- PROBLEM TO WORK ON -
Count the lines in the records below that contain the word "strokeStyle", and reply with only that number.

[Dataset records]

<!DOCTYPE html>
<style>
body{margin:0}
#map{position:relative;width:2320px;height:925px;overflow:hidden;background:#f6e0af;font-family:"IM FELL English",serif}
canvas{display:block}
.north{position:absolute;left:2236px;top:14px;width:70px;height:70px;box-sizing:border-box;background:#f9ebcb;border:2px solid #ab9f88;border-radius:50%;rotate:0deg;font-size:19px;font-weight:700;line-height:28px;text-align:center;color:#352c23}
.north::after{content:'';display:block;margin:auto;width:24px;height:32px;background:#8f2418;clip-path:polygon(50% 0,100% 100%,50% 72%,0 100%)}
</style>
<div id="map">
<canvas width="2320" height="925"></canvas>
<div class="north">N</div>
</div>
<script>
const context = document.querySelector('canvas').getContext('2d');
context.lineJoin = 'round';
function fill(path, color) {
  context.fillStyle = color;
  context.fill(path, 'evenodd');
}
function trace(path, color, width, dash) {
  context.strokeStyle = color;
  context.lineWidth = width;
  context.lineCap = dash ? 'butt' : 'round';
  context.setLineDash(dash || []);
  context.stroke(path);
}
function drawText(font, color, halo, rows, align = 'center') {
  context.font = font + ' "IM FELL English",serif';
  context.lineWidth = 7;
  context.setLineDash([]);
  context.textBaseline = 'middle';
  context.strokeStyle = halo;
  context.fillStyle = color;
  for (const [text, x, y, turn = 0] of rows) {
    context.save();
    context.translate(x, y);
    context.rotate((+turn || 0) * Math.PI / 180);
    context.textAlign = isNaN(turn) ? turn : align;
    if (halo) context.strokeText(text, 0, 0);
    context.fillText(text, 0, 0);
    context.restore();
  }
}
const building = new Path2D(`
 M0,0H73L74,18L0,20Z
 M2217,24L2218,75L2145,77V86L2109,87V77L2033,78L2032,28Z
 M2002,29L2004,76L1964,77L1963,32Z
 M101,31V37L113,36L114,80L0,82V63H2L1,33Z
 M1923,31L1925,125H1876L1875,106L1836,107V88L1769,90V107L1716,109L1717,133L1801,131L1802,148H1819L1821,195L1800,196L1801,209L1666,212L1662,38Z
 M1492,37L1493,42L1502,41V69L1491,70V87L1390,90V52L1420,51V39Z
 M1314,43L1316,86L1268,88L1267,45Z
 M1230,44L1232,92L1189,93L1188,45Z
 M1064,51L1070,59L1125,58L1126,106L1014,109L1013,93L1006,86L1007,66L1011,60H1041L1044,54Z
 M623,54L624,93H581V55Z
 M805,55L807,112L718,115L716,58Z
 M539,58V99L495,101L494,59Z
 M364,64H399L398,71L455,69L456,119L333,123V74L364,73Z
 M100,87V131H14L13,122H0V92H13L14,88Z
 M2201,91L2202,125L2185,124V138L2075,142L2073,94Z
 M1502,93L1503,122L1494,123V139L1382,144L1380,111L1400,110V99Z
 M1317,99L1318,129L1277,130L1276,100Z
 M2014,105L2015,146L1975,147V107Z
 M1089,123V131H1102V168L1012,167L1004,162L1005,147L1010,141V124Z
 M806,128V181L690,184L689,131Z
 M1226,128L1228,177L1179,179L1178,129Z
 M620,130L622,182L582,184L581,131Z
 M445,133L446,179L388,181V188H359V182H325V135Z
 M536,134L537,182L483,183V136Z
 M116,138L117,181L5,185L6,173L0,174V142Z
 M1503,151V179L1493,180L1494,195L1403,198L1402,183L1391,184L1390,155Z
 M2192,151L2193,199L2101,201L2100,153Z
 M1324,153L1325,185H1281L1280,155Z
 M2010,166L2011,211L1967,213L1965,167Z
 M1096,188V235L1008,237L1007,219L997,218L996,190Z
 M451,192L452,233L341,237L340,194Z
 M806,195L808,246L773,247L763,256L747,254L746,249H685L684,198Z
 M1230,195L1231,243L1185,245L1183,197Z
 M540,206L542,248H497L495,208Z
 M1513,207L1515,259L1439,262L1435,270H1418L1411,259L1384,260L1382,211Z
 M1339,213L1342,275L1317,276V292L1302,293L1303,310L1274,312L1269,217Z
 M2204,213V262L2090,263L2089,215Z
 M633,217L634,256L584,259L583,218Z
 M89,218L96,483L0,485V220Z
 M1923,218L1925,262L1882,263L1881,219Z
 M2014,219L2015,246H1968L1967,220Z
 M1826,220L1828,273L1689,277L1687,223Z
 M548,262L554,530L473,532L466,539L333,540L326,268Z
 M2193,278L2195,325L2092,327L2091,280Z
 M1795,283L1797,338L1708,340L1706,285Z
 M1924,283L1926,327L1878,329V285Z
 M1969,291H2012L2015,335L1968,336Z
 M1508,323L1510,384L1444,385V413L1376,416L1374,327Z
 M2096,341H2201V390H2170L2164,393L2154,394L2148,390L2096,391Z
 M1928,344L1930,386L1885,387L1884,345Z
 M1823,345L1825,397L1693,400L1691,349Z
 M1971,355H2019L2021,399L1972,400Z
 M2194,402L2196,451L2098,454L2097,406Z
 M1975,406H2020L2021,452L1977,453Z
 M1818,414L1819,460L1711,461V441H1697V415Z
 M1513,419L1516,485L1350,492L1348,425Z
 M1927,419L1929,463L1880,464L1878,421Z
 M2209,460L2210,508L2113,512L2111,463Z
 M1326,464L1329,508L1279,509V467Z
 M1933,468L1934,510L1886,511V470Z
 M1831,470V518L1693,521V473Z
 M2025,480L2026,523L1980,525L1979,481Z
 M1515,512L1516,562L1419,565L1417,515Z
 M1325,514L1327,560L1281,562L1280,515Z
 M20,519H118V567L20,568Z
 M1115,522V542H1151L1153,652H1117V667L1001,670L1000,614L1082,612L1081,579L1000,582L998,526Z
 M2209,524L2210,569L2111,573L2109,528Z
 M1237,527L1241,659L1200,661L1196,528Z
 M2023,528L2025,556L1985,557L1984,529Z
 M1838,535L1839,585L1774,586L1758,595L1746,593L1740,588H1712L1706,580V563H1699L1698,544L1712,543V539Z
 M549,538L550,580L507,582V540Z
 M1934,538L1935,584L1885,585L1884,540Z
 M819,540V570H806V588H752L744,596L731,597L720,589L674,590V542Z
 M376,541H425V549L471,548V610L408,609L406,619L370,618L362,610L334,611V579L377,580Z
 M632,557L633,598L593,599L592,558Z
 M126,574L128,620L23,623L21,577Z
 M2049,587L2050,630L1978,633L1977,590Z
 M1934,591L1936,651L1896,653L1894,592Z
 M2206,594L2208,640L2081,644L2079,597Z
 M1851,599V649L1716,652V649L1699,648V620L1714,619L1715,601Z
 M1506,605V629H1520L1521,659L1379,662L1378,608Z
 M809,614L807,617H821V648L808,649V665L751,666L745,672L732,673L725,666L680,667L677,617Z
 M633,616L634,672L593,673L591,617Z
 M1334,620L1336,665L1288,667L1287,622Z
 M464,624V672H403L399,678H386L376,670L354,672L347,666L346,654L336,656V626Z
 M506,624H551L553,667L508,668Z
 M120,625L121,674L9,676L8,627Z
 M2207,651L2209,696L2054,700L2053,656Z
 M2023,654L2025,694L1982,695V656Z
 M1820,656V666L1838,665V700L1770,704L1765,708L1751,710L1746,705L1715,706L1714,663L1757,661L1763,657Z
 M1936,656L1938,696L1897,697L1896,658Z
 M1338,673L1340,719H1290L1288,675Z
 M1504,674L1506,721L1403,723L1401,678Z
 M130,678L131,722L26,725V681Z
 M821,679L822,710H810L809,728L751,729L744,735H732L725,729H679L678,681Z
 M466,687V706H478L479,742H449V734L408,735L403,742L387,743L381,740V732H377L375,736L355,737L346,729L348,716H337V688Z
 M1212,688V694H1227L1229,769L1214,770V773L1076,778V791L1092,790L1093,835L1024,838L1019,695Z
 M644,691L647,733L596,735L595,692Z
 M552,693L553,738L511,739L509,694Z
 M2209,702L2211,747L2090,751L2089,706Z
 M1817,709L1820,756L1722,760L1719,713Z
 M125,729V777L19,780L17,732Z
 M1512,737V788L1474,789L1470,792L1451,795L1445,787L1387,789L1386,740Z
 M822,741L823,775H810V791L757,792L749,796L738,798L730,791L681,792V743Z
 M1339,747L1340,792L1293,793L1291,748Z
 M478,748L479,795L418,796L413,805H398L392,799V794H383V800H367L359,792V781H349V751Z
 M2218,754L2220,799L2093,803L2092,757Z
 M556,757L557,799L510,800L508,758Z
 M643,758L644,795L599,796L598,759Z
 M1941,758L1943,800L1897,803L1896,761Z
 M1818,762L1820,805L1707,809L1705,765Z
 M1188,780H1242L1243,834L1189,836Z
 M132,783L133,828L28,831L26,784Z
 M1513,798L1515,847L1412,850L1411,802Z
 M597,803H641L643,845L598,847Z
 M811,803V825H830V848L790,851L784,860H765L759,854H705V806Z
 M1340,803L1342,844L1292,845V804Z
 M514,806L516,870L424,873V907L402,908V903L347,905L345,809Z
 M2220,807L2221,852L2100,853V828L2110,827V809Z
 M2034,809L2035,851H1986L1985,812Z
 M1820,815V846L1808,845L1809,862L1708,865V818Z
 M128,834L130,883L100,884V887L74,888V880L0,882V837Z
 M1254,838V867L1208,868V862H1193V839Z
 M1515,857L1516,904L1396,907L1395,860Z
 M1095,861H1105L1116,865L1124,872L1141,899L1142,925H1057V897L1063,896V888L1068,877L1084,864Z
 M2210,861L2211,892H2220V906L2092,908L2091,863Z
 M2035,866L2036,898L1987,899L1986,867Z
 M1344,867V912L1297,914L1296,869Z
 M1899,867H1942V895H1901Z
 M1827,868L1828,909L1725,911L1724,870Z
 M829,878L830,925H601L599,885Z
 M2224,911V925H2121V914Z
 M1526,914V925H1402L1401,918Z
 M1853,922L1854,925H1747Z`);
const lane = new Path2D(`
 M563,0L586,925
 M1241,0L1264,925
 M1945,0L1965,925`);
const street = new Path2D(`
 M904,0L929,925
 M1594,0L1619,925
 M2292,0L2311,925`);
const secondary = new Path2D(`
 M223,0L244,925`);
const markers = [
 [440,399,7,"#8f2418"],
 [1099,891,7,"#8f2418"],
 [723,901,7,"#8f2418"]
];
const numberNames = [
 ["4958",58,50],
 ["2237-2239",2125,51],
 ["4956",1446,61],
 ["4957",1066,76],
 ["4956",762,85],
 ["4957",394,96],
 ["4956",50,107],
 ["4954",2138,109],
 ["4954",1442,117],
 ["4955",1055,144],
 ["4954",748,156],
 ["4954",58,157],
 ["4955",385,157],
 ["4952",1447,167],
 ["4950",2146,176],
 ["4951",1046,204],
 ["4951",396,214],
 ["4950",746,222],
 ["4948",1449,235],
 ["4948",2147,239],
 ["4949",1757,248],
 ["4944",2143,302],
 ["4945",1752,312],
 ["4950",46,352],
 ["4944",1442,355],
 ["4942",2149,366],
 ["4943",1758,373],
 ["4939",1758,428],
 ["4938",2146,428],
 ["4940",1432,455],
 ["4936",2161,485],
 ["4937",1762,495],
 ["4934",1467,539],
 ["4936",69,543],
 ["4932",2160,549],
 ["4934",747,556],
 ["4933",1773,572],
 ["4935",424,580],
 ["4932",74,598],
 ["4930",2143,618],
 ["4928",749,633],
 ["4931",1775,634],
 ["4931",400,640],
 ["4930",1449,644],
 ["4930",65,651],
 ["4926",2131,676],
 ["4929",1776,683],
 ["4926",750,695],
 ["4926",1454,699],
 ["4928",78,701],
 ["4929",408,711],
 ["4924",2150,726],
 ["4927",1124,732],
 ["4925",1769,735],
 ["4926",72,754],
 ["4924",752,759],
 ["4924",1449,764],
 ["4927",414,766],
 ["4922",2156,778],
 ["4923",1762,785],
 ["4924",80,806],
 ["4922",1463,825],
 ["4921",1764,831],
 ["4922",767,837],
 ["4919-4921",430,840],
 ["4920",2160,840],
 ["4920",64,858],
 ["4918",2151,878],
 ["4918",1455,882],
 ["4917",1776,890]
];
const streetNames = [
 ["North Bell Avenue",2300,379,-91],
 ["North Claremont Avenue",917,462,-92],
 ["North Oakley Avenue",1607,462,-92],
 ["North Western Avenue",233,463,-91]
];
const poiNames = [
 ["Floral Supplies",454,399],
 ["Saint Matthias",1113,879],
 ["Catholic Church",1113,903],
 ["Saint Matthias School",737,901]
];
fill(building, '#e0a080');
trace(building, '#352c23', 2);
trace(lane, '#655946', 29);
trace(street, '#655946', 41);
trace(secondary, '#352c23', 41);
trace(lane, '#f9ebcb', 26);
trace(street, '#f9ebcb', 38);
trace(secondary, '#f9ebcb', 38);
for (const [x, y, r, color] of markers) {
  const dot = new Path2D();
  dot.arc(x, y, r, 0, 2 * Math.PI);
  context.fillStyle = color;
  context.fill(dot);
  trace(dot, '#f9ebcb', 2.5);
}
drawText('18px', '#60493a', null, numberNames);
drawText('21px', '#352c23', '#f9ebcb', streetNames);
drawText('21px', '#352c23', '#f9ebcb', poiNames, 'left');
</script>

- RESPONSE AREA -
2